__TASK OBJECTIVE__
Whenever a line in the records below contains "readable", pick it out.

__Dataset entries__
-.-.-

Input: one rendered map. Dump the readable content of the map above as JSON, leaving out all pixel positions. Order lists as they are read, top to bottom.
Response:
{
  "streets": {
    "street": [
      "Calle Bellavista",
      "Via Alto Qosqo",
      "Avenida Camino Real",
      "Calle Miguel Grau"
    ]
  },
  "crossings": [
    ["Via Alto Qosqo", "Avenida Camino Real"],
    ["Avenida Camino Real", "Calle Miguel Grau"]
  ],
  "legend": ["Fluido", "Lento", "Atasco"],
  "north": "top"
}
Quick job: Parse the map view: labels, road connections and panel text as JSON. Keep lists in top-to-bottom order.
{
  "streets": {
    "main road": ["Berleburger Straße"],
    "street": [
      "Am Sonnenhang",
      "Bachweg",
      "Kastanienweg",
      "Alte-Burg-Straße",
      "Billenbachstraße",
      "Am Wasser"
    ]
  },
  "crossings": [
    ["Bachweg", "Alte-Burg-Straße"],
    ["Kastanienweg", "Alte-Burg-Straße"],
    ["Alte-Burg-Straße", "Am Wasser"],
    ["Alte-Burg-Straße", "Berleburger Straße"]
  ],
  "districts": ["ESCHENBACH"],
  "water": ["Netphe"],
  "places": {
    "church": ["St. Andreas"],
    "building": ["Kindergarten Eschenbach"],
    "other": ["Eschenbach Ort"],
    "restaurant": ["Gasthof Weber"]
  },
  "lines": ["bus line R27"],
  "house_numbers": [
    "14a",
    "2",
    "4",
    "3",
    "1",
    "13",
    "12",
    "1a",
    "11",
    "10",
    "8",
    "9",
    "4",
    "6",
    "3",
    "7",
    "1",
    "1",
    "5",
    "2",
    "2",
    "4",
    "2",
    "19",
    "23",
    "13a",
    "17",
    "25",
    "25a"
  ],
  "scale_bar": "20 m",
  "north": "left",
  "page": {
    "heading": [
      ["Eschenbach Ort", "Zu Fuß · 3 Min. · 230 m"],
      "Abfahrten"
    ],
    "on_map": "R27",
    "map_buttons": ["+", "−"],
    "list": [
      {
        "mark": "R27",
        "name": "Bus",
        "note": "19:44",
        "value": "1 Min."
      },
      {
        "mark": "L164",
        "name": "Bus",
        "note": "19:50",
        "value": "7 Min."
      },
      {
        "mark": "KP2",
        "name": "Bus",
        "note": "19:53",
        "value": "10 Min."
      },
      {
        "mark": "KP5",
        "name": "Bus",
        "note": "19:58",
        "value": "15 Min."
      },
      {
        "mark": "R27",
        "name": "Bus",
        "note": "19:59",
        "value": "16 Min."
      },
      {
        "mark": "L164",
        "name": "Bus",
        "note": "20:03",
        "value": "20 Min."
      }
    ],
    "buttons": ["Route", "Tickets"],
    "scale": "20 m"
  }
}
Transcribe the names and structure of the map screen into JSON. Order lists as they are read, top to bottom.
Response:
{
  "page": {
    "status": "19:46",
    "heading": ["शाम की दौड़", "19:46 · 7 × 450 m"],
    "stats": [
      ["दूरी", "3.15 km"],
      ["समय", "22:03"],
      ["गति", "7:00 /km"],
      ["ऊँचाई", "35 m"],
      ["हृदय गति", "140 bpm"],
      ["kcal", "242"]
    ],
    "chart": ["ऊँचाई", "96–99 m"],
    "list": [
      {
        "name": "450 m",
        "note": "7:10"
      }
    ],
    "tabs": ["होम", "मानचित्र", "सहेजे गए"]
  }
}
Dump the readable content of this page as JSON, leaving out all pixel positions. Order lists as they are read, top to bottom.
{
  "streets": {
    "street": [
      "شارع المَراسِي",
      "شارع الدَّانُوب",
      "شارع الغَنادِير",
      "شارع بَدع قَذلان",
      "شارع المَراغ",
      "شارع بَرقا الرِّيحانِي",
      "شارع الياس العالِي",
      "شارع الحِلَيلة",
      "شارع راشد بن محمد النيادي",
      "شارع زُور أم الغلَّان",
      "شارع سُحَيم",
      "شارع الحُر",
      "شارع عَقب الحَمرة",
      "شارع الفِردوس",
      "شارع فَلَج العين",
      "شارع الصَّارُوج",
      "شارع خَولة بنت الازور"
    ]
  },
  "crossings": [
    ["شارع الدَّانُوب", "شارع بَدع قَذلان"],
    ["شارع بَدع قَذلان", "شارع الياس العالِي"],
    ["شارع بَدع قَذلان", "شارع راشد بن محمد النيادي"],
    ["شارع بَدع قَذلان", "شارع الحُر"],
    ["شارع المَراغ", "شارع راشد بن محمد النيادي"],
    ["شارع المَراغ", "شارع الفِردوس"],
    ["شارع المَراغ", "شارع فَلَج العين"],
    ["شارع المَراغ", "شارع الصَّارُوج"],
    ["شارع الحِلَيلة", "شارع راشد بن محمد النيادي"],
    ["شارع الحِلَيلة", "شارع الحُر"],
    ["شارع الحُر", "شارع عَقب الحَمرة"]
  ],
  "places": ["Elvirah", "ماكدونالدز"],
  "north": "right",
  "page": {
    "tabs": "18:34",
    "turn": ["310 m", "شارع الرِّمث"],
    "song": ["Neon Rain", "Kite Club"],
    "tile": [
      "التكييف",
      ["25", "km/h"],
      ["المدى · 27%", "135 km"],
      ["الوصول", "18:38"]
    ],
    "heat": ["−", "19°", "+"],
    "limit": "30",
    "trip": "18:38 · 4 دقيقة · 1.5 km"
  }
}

-.-.-

__ANSWER SPACE__
Input: one rendered map. Dump the readable content of the map above as JSON, leaving out all pixel positions. Order lists as they are read, top to bottom.
Dump the readable content of this page as JSON, leaving out all pixel positions. Order lists as they are read, top to bottom.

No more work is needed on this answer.